Deactivates a verifier you own. It disappears from list, show, and run; existing run rows are kept for audit. Revoke is irreversible: replace a revoked verifier by deploying a fresh one under a new name.

CLI: goodeye verifiers revoke <id-or-name> (--yes to skip the prompt)
MCP tool: revoke_verifier
REST: DELETE /v1/verifiers/{verifier_id}

Delete (permanent)

Permanently and immediately erases a verifier you own: the verifier, all its versions, all run records, and all access grants. There is no recovery path. Prefer revoke if you only want to deactivate the verifier while keeping the audit trail.

Deletion is refused (409) while any live published template version still references the verifier. Unpublish the relevant template version(s) first, then retry.

CLI: goodeye verifiers delete <id> (UUID only; --yes to skip the prompt)
MCP tool: delete_verifier
REST: DELETE /v1/verifiers/{verifier_id}/permanent

Note: Revoke and delete are owner-only and accept your own verifiers only. Pointing at someone else's verifier returns 404.

How skills reference verifiers

A skill names the deployed verifiers it depends on by verifier_id or verifier_id@version. At run time the agent invokes run_verifier with the inputs the verifier's contract expects, then gates its next step on the returned passed. Structural and functional checks stay inline in the skill body; semantic verifiers are referenced by ID rather than embedded, so a redeploy can ship a sharper criterion without rewriting the skill.

When you grant a skill to another user or team, the semantic verifiers it references cascade with the grant: the grantee's agent can run them, and because a verifier you can reach is fully readable (criterion and calibration examples included), collaborators can see and improve the grader instead of tuning against a black box. Writing stays gated: deploying a new version needs edit access, and revoking, deleting, or rewiring which verifiers a skill references stays with the owner. See Skills for grants, and Templates for how public templates publish verifier definitions.

Platform-managed (system) verifiers

Some verifiers are platform-managed. They are run-only: you invoke them through a system:<name> alias (for example, system:skill-design-qa), but their criterion, calibration, and judge configuration are never exposed. They do not appear in list_verifiers, cannot be fetched with get_verifier, and cannot be revoked, deleted, deployed, or forked. Their names are reserved, so you cannot deploy a new verifier that reuses one.

To run one, pass the alias as the verifier id:

goodeye verifiers run system:skill-design-qa \
  --inputs-json '{"...": "..."}'

System verifiers run through the same metered path as your own, and the same billing gates apply.
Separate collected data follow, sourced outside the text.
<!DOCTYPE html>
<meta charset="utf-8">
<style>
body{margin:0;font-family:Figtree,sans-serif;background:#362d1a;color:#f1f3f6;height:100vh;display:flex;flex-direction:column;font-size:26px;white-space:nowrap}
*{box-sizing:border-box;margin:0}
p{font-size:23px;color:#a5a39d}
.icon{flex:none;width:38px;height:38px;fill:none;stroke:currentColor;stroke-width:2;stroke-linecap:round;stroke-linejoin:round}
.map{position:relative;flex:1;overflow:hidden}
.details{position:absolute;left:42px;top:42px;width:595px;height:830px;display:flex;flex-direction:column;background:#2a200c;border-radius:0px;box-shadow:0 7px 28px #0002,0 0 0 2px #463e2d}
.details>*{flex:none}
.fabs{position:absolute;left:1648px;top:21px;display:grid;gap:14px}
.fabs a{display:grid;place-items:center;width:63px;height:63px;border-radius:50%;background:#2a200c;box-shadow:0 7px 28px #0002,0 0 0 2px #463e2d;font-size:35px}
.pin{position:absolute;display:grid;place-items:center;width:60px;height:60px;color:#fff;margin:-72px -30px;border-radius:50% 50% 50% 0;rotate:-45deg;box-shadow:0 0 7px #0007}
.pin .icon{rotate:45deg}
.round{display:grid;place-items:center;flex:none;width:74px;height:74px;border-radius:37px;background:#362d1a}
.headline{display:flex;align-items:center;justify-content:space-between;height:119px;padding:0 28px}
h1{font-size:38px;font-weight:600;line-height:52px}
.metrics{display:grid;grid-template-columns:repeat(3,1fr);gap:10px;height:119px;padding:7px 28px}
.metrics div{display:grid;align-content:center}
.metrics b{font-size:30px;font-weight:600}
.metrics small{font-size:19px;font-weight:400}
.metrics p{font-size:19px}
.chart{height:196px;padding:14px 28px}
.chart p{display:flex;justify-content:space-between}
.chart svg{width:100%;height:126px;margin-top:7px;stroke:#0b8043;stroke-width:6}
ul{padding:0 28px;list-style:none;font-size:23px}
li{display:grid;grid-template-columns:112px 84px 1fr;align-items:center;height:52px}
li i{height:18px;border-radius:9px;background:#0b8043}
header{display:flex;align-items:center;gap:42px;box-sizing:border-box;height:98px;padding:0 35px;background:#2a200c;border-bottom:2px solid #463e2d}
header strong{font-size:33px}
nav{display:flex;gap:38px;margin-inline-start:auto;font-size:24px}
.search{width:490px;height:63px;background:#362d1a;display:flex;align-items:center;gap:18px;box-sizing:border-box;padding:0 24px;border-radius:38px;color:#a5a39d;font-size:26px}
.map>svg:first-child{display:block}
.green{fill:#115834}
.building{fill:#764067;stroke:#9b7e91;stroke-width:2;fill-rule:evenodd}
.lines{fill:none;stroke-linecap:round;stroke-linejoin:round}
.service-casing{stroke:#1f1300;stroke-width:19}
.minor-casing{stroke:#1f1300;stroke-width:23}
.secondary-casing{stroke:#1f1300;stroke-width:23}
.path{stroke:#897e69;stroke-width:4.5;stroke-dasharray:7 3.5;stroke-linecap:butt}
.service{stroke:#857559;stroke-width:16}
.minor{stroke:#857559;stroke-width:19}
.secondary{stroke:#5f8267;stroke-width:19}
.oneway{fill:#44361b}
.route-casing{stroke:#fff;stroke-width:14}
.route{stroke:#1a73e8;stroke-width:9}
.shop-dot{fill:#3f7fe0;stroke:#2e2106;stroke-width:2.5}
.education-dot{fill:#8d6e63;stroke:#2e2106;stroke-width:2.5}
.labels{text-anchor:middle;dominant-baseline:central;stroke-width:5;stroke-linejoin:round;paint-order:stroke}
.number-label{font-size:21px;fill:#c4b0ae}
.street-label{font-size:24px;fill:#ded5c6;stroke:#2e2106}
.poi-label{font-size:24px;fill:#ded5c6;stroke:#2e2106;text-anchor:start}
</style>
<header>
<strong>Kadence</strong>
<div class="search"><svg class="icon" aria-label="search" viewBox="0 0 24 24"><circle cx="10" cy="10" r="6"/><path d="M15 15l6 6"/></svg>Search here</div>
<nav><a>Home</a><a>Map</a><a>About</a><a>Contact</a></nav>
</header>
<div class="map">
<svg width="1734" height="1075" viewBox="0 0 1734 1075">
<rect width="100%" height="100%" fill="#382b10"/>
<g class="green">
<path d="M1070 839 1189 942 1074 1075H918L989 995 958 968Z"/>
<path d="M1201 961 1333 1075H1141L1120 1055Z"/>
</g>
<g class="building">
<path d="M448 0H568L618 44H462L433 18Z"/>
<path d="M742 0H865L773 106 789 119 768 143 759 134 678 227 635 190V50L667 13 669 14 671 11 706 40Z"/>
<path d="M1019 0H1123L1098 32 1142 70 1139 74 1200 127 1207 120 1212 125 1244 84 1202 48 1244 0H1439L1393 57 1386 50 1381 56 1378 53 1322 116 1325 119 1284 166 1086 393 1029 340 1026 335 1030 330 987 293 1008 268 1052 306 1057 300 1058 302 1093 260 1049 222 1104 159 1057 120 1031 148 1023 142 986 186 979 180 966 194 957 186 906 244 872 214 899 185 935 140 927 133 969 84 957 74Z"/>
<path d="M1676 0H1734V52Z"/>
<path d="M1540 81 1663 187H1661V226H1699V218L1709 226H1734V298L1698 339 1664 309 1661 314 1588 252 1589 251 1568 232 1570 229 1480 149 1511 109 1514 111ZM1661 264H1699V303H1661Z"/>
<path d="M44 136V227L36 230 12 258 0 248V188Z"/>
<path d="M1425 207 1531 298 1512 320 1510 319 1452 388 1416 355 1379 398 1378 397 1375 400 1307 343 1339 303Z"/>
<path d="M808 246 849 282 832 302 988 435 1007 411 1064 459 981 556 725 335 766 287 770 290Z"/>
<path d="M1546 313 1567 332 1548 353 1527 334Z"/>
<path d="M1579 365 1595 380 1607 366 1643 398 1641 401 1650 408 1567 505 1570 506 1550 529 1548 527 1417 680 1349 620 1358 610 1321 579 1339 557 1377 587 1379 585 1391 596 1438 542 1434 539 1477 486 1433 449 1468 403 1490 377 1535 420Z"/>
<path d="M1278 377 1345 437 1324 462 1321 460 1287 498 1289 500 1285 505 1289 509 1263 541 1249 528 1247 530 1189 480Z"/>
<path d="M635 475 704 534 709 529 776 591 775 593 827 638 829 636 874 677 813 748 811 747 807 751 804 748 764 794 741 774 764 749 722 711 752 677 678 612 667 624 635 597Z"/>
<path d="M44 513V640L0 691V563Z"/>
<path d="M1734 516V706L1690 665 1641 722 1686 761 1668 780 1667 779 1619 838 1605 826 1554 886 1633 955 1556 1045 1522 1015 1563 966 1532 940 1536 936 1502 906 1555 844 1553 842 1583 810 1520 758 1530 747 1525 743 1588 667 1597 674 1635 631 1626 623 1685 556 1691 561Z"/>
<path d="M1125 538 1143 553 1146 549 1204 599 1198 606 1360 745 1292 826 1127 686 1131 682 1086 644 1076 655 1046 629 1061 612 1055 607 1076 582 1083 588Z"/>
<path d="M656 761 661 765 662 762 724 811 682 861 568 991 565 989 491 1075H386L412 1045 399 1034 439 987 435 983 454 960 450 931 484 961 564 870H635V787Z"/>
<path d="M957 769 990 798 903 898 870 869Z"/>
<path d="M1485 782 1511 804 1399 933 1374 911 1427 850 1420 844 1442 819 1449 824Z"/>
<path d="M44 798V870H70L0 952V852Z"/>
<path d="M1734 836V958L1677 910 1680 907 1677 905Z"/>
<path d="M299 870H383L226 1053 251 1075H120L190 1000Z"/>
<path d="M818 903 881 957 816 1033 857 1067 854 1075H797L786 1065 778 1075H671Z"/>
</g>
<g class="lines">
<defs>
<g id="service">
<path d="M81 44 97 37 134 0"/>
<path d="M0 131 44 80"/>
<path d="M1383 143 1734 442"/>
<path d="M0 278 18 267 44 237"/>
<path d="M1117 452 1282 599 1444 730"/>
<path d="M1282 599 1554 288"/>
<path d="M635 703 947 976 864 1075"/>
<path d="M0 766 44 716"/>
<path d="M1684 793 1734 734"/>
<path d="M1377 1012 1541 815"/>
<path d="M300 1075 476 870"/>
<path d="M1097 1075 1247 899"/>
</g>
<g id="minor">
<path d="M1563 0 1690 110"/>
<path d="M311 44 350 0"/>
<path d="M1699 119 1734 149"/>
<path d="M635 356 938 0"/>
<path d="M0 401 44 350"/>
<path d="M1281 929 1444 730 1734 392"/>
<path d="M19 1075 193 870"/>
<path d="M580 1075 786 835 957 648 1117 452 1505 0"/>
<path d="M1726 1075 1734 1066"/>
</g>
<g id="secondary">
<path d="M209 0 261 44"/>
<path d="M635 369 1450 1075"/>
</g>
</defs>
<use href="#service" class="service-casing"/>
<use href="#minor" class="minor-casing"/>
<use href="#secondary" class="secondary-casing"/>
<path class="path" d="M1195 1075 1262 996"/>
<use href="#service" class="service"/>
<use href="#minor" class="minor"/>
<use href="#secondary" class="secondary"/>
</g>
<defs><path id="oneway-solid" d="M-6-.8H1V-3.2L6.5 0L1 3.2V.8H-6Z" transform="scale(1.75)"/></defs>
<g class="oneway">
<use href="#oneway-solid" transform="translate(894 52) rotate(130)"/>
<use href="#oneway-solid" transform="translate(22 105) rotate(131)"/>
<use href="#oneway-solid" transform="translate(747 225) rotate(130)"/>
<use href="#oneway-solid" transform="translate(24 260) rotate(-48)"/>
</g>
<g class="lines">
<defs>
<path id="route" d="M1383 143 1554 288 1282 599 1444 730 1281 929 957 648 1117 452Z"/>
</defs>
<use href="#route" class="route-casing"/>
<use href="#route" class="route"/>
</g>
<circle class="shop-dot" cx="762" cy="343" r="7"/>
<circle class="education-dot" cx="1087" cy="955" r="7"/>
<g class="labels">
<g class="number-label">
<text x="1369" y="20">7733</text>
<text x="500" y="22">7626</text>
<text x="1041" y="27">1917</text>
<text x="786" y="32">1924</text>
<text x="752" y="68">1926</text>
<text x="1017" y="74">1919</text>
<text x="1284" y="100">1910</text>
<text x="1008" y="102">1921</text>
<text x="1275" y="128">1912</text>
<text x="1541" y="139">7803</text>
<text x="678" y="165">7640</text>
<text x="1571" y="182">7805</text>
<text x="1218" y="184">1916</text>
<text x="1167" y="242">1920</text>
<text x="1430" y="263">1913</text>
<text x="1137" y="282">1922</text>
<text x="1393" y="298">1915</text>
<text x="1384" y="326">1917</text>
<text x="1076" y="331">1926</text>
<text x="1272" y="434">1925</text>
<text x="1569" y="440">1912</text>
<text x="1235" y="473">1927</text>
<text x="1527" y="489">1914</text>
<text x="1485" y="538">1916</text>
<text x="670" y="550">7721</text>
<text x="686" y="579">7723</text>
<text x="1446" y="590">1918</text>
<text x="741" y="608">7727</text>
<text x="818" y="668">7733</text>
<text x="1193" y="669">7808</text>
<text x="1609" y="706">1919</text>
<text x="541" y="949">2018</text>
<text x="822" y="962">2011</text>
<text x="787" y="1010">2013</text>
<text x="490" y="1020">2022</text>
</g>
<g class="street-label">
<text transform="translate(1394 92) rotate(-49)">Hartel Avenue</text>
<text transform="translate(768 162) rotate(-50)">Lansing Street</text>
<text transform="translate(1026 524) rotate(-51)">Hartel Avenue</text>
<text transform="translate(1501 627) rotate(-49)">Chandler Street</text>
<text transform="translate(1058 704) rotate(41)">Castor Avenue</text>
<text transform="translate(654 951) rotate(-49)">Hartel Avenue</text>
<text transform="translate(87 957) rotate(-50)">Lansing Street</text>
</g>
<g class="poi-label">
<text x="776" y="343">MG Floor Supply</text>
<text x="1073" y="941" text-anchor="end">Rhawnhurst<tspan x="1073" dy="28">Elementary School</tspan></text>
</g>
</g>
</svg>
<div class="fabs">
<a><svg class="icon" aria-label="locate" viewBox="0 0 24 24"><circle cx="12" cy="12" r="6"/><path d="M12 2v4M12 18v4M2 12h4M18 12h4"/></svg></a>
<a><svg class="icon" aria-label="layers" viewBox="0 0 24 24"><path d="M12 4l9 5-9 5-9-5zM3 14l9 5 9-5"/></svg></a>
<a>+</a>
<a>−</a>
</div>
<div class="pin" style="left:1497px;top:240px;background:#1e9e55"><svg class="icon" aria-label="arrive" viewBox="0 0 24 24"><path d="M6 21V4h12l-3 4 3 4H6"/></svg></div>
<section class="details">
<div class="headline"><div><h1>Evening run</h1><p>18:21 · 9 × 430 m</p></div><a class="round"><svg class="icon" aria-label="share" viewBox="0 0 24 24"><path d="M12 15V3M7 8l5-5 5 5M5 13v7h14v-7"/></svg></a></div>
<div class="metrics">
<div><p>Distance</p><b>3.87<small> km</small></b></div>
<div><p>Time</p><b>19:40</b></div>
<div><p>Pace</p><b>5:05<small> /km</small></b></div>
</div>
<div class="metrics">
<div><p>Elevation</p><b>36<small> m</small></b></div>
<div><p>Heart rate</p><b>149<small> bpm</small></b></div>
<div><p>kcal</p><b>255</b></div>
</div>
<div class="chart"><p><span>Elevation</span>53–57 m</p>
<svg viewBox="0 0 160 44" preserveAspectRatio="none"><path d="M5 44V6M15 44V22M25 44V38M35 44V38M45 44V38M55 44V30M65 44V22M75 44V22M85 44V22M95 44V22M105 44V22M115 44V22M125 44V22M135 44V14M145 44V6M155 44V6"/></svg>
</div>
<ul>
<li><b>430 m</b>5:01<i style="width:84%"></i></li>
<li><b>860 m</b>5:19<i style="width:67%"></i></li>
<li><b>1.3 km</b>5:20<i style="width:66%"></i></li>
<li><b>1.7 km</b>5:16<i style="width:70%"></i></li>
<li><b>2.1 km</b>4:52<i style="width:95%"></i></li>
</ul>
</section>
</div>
Running a verifier anonymously

Most verifier operations require auth. The one exception is running a verifier that a published template depends on: when a template version is live and its snapshot pins a (verifier_id, version) pair, anonymous REST callers may run that exact pair, so a template's published checks work for everyone who fetches it. The judge still runs against the immutable deployed version, not the snapshot copy.

From the CLI, pass --anonymous (with a verifier UUID or a system:<name> alias, since names cannot be resolved without auth). Anonymous execution is REST-only; MCP always requires auth. Anonymous spend draws on a small per-caller credit grant, the same balance that meters authenticated runs.

Billing

Every semantic verifier run, yours or anonymous, draws on your credit balance. An exhausted balance returns 402 budget_exhausted, a suspended account returns 403 account_suspended, and anonymous runs can also hit 402 anonymous_daily_cap. Check granted, used, and remaining credit with goodeye usage (or GET /v1/me/usage). See Accounts and Billing for tiers, grants, and the full error reference.